Last summer I sailed across the North Sea to Shetland, first time I’d been back to Scotland in seven years. I met an old friend for a  drink and we talked about mareel (Shetland Scots), morild (norsk), noctiluca scintillans. Then I sailed back to Bergen and for the first  time the algae showed up here, like it had overheard. Mareel surrounded the harbour in Solheimsviken, a thick orange soup by day 

and an otherworldly radiance by night. The bioluminescence made me cry. It was so effortless and so spectacular, and watching it  was more satisfying than looking at anything I’ve ever made in the studio. I didn’t dive into it, but I wish I had done. I just stood there  with a stick, agitating it, making it light up, feeling better.



Part 3: diver



The obsession with the sea shared by so many - we come from it, we gestate in it, we live beside it, we go to it - goes back a long  way, and I find this comforting. The Tomb of the Diver is a rare early fresco work, from around 470BCE, made in a city called  Poseidonia. The enduring mystery of the painted tomb is its ceiling, where the fresco painting depicts a young man diving into waves  from a ladder-like structure. He is alone, suspended in mid-leap, wide eyed and decisive, in contrast to the reclining groups of friends  and lovers painted on the walls below. The painting is a mystery; nobody knows why there is a painting of a diver on the ceiling of a  tomb containing a young corpse, and few paintings survive from this time period. The Ancient Greeks related diving to death, to the  unknown, and especially to passion and heartbreak, so the diver has often been seen as a representation of the last spectacular leap  into the void.
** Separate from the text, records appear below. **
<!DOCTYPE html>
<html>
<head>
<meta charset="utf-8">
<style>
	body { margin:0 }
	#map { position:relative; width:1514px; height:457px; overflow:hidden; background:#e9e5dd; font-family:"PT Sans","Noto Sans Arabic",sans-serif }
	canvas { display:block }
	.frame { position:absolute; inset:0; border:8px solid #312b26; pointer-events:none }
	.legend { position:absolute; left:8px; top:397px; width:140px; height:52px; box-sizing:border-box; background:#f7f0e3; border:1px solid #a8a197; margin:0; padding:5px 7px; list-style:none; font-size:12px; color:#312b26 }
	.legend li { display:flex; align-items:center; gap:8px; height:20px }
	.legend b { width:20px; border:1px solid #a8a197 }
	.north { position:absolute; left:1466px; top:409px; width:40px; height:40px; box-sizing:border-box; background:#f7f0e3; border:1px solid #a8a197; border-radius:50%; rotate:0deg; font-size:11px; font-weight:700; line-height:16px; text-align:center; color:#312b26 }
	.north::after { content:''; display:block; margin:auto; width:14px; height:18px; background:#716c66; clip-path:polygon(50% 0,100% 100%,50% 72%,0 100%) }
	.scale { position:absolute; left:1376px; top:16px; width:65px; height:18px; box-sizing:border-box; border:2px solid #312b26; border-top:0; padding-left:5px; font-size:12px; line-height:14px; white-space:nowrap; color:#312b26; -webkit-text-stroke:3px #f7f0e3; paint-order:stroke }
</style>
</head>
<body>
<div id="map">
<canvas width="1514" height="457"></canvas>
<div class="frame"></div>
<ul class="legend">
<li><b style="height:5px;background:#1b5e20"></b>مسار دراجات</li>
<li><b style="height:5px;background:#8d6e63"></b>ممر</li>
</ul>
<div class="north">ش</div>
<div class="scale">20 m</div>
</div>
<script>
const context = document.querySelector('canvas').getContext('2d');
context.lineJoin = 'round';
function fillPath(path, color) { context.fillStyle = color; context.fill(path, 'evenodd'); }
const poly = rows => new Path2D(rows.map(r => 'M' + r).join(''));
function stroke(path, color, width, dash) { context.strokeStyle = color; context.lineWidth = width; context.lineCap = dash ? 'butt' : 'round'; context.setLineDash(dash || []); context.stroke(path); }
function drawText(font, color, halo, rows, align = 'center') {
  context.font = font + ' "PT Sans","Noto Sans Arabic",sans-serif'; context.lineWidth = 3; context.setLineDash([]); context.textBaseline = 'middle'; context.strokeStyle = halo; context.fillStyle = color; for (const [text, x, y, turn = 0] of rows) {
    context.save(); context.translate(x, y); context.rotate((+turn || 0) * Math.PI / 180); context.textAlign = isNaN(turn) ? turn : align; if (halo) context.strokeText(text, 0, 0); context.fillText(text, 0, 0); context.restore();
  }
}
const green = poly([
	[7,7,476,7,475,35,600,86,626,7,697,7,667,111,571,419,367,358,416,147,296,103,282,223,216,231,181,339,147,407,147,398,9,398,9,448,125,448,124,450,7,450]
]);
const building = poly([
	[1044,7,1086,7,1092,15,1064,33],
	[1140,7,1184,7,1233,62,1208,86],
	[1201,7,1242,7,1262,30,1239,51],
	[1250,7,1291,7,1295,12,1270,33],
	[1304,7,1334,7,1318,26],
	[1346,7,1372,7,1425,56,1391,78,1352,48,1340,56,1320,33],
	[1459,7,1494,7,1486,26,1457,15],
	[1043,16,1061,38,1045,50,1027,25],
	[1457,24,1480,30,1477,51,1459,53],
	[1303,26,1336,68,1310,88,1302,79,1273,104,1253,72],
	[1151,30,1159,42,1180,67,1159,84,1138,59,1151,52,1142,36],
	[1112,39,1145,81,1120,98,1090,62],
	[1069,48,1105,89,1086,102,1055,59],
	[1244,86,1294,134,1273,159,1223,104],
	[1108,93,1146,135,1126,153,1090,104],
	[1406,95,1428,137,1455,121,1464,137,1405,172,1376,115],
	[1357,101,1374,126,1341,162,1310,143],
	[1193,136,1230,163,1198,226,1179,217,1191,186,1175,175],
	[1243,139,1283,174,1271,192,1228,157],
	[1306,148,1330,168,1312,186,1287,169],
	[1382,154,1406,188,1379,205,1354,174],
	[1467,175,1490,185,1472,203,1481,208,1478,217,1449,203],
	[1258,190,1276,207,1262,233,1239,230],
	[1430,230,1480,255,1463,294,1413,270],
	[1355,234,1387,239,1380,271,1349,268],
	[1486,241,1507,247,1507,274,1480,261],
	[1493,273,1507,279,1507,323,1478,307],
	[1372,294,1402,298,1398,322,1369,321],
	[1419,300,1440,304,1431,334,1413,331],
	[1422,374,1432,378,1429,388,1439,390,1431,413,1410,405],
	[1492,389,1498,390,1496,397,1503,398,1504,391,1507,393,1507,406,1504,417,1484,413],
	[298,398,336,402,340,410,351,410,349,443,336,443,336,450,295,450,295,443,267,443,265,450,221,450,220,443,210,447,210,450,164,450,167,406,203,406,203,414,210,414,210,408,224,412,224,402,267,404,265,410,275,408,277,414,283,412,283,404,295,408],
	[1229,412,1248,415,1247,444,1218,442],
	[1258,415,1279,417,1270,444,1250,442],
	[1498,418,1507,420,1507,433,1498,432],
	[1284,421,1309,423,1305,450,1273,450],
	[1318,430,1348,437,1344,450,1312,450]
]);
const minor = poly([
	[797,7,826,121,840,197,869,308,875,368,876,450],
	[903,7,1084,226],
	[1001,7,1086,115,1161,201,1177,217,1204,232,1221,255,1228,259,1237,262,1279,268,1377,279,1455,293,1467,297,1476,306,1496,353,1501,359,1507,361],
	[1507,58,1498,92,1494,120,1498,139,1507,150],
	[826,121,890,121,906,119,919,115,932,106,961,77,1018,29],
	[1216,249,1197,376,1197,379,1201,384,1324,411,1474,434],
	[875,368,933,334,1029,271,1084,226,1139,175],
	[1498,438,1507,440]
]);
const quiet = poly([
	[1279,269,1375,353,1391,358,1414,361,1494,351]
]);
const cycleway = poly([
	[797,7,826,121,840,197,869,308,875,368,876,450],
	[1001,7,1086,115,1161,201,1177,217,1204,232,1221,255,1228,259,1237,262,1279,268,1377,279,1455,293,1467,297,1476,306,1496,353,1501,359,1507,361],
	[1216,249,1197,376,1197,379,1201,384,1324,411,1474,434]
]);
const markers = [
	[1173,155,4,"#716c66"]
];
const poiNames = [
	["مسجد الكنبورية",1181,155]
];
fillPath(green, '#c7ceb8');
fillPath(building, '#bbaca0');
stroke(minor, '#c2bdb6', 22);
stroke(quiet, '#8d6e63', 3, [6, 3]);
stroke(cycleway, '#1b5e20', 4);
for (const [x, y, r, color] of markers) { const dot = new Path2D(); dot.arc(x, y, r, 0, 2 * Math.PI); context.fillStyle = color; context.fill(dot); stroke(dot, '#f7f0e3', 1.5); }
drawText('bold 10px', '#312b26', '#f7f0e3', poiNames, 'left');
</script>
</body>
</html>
He embraces it, he faces it head on, and this one glorious moment is preserved forever in lime.

When I started to look at images of the Tomb of the Diver and think about it, I didn’t know about the connection to Paul Thek. But  after Michael mentioned it to me, I looked it up and noticed a couple of things. One of Thek’s small late blue paintings has a  rendition of the diver that is so similar to the ancient one in the Tomb that I think there’s no question regarding its inspiration. And  his is also reddish, but the head is tucked anonymously between the arms rather than looking triumphantly toward the water. I  wonder if Thek was also thinking about death and the diver as a traveller between this life and whatever is beyond it, a traveller with  Charon over Acheron and Styx to the afterlife. 
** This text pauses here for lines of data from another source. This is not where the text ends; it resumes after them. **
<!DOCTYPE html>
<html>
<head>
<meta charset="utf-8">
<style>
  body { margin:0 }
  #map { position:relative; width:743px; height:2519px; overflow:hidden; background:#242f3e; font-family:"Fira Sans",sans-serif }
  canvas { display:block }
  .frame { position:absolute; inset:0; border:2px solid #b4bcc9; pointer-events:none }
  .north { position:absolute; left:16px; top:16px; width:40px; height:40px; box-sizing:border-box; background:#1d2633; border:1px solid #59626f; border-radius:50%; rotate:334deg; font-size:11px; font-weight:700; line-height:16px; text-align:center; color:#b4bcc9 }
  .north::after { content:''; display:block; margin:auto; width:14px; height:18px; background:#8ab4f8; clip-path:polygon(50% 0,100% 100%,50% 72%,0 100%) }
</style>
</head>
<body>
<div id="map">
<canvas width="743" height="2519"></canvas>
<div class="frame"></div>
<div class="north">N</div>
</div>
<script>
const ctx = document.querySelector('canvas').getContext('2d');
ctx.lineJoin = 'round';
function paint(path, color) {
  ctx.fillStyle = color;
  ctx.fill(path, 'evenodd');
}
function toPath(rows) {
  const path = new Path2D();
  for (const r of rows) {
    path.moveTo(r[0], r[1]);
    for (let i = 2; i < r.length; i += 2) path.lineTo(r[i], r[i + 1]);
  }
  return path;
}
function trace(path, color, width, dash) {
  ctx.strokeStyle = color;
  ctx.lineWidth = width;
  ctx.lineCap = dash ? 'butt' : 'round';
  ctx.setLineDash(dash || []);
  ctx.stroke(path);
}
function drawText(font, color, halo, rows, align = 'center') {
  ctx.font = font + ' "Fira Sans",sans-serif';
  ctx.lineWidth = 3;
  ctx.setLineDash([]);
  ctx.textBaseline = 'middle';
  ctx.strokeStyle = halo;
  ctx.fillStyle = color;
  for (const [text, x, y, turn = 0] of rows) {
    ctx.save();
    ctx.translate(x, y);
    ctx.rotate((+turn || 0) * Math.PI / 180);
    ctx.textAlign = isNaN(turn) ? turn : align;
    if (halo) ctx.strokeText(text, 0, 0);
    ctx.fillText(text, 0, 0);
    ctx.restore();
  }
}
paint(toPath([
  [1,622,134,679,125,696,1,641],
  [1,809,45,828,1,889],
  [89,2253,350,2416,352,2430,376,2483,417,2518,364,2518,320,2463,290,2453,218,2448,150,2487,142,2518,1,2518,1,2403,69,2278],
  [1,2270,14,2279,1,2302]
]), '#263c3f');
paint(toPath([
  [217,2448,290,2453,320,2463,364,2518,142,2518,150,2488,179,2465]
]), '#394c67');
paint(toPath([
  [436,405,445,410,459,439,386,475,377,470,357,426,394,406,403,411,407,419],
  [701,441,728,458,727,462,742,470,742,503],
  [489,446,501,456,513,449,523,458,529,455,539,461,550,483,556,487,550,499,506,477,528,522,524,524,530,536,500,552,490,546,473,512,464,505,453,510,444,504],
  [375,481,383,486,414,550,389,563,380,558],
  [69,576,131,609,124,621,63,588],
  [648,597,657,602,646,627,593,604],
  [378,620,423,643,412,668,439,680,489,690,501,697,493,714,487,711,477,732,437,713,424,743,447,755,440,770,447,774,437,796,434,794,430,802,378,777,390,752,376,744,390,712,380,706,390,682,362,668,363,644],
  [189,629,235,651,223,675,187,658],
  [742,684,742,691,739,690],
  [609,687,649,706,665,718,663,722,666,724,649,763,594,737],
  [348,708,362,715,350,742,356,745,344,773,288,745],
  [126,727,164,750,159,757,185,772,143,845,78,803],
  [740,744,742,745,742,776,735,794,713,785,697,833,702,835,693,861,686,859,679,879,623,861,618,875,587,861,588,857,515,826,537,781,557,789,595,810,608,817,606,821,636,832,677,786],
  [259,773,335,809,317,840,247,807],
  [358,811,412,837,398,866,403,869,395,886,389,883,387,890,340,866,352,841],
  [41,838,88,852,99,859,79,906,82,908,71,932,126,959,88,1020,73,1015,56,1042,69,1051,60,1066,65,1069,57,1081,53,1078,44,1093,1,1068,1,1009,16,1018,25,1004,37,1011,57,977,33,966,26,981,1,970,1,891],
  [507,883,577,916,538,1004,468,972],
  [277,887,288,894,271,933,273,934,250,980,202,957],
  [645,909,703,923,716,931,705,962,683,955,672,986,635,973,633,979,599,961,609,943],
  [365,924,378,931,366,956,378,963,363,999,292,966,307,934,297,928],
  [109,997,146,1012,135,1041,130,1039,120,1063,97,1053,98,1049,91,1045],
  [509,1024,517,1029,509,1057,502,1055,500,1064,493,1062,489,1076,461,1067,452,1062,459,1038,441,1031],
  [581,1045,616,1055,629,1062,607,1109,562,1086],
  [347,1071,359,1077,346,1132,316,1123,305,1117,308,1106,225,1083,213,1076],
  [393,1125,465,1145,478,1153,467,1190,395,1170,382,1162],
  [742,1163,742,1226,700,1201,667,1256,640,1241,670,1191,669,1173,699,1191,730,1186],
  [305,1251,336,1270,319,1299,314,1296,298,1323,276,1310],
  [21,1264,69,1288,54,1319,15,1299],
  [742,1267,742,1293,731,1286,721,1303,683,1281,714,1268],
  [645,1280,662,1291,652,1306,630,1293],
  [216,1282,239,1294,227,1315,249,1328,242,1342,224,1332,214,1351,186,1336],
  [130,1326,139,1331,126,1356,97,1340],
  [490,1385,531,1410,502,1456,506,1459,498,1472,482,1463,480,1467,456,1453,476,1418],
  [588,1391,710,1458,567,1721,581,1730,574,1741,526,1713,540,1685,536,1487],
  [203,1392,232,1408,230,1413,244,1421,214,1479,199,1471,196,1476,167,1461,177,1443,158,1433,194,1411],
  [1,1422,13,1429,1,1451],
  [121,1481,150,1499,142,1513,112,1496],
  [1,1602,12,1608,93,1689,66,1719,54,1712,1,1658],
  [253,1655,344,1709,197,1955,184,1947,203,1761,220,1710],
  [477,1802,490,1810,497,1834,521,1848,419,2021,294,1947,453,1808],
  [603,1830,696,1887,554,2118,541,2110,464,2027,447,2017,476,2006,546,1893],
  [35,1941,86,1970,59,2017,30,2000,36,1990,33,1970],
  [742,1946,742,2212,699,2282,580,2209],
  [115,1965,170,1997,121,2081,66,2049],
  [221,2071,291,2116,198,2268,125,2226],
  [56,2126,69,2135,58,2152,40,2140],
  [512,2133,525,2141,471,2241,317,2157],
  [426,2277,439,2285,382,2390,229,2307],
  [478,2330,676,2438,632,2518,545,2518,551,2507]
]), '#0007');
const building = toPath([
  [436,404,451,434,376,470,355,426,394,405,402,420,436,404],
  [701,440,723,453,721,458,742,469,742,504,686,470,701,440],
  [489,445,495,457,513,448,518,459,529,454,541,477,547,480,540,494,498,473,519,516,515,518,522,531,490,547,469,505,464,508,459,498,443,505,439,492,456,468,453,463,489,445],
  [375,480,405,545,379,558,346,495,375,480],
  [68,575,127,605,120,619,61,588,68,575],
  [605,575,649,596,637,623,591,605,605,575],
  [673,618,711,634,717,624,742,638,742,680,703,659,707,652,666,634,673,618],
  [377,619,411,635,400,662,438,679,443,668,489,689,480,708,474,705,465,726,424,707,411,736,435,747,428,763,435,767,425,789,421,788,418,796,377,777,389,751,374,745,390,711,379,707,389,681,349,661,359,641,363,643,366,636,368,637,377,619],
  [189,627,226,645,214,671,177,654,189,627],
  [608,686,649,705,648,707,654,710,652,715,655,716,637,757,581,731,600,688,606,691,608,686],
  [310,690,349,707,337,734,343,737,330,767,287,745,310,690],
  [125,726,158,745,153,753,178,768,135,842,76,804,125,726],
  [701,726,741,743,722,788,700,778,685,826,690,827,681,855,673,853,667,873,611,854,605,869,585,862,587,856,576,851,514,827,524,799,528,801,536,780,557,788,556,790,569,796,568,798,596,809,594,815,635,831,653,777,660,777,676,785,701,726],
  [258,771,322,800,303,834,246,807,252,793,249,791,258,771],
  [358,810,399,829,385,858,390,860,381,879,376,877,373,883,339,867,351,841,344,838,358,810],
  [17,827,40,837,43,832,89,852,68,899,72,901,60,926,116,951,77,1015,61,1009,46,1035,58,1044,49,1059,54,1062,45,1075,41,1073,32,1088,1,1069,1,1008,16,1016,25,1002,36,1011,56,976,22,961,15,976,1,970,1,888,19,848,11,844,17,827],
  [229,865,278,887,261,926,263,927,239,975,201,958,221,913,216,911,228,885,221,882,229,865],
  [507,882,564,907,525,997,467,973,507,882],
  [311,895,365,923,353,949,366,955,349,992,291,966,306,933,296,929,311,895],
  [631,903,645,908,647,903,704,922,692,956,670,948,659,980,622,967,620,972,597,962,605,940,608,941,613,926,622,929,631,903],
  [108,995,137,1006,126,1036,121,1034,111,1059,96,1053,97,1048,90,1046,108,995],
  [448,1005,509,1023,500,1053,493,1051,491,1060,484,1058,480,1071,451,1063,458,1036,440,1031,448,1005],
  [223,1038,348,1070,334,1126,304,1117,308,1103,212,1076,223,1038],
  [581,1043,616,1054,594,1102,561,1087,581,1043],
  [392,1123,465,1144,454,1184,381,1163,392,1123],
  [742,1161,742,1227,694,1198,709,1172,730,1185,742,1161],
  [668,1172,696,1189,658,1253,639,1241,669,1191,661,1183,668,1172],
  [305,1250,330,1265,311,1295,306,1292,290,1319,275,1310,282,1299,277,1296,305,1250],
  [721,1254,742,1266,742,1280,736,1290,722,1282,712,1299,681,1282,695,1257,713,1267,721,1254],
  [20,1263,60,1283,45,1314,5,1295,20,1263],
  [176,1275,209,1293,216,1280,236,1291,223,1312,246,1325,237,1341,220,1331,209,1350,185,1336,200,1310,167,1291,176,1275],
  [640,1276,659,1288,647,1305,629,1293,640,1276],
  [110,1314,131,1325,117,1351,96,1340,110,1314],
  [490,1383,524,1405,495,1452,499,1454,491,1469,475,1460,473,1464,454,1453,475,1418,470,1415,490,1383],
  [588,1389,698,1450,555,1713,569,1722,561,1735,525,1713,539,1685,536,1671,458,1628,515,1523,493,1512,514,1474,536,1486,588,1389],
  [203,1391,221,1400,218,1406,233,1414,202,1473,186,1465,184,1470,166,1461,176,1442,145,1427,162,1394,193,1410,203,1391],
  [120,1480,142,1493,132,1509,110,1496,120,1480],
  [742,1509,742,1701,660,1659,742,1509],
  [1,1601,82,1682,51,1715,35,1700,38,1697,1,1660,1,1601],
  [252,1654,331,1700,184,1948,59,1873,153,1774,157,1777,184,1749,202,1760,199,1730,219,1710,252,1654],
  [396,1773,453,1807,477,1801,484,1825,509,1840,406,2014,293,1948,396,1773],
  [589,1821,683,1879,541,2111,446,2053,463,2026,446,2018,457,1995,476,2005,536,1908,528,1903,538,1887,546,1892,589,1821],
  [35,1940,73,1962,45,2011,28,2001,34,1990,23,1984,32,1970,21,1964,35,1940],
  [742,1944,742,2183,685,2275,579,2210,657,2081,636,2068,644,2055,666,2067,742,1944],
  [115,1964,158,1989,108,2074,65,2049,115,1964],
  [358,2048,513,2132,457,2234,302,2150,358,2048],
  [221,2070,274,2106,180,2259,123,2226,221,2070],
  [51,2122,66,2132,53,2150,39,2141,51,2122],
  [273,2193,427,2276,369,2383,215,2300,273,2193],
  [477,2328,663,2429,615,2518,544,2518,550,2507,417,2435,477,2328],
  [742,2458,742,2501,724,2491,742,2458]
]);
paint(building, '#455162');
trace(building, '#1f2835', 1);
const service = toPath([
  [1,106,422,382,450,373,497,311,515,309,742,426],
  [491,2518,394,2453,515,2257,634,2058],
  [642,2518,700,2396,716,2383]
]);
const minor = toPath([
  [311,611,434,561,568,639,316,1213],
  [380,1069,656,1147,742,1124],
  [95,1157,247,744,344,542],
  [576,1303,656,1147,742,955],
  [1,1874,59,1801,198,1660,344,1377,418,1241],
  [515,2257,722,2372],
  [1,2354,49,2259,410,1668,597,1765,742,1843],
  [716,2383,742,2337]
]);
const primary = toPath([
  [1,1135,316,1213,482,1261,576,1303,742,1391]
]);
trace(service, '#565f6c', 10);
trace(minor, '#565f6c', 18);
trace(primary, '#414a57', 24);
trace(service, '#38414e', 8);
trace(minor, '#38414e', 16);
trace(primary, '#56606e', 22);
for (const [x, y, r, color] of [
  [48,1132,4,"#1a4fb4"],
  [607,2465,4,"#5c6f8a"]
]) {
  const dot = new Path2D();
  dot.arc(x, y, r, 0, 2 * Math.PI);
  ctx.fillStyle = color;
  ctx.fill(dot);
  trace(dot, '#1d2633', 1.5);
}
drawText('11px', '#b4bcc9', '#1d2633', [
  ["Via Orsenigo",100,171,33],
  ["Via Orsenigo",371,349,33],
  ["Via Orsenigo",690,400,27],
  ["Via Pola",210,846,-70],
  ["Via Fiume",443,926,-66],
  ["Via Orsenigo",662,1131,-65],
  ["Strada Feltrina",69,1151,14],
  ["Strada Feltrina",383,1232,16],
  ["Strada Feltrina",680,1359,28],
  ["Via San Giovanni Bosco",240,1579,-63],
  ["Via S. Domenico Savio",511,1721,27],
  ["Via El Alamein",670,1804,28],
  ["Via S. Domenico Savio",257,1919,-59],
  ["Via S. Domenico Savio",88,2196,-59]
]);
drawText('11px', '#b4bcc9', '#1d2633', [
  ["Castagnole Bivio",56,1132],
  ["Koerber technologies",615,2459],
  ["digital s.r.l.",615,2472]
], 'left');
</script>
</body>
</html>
The ancient diver is ecstatic, confident, and fully committed to this transition. I wonder if this is what drew Thek to the image, as it  does for me? I love divers. I love birds that dive and people that dive. I like to watch them. One hot hot day this summer, close to  midnight a group of young boys climbed up on the bridge over the harbour and dove from it, silhouetted against the red western  horizon. One by one they soared down. I’m always cheering on Mathias leaping from diving boards or taking a sprint towards the  waters’ edge, because when he’s suspended for a second mid-air, long limbs pulling the air into place as he drops and rotates to go  fingertips first into the water, he’s a vision of fearlessness. When I dive, I stand close to the water’s edge. I spring cautiously forward,  mostly dropping like discarded catch and sliding quietly under. But Mathias makes it a spectacle, arms and legs bent like an ungainly  airborne frog before his body resolves into a harpoon. It’s ok to be a painter. Sometimes I wish I was a diver.


*In sailing terms, the tender is the small inflatable boat carried with a sailboat for reaching shallow waters. The line used to attach the tender to the sailboat is called a painter.